The day after chemo – at least the regimen I’m on – you feel okay. The medications to limit negative reactions are still in your system. You feel rather “up,” in fact. Two days after chemo – a bit more “normal,” but still “up.” The third day after chemo, for me (and not everyone) is my “killer day,” the day when I can barely get out of bed, the day when everything hurts, the day when my nose leaks and my eyes tear and much, much more. I’d been warned about this, but early in the process, I somehow thought that what happened to other people wouldn’t happen to me. On my third day, I’d somehow avoid what others had to suffer through. (Infantile power fantasies; delusional thought system; arrogance; stupidity – call it what you will.) Then round one of chemo, and whack – the third day, the “killer day.” Then round two of chemo, and whack – the third day, the “killer day.” By the third round, though, slow learner though I may be, I figured I’d get whacked (though I still hoped I wouldn’t), that it was inevitable, that I shouldn’t fight it, that I should prepare for it (expensive Sicilian jam in the house; good bread in the cupboard; nice, clean sheets for the bed; meditation tapes on the end table to get me through the night when I awakened). So I was ready. And for the first time, I didn’t fight it. I can’t say I liked it – I didn’t. But, just like on my walk today, I thought something like “I am here.”

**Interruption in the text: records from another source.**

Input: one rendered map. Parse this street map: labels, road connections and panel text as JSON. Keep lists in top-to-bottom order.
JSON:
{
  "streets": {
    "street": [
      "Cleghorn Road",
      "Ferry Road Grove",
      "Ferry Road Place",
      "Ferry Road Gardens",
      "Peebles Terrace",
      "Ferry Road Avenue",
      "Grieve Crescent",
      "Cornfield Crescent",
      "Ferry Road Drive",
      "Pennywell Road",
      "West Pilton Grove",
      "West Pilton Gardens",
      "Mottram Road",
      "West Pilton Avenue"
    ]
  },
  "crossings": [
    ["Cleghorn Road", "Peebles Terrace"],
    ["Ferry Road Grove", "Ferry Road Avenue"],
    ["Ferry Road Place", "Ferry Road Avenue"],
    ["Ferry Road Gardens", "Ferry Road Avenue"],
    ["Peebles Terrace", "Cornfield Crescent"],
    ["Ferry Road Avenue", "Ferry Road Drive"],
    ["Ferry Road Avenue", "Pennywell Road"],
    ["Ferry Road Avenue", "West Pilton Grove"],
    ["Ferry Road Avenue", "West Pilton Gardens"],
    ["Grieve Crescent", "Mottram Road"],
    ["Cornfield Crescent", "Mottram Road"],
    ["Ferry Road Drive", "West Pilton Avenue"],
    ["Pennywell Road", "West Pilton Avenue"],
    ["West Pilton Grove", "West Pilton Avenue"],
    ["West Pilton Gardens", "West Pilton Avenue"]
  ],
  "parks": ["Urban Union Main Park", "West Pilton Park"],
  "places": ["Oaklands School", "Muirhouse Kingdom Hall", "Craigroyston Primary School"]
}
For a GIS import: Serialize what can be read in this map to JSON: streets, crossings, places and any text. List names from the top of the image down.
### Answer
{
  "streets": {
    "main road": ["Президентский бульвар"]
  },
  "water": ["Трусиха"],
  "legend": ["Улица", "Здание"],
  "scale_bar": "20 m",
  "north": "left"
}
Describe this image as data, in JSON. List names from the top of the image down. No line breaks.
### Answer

I didn’t waste my energy protesting where I was in the cycle. I didn’t wish it were different. I didn’t blame myself for being where I was (and let me tell you there are plenty of dangerous books out there about cancer that say, in effect, you cause it, you can prevent it, you can shrink your tumors by using your will). I did something that’s hard for me. I accepted where I was in the process.
Accepting where we are in the process of writing. That’s a wonderful skill to cultivate. And I say it’s a skill because, quite simply, it is. It isn’t easy. It takes work, just as accepting where I am in the process of chemo takes work (reading the work of Jon Kabat-Zinn; meditation; simple yoga, journal writing). But it’s work that’s worth doing. And, like everything else that we do that’s good for ourselves, it’s a lifelong process.
And – and this I didn’t expect – after my walk, here I am (I am here), writing.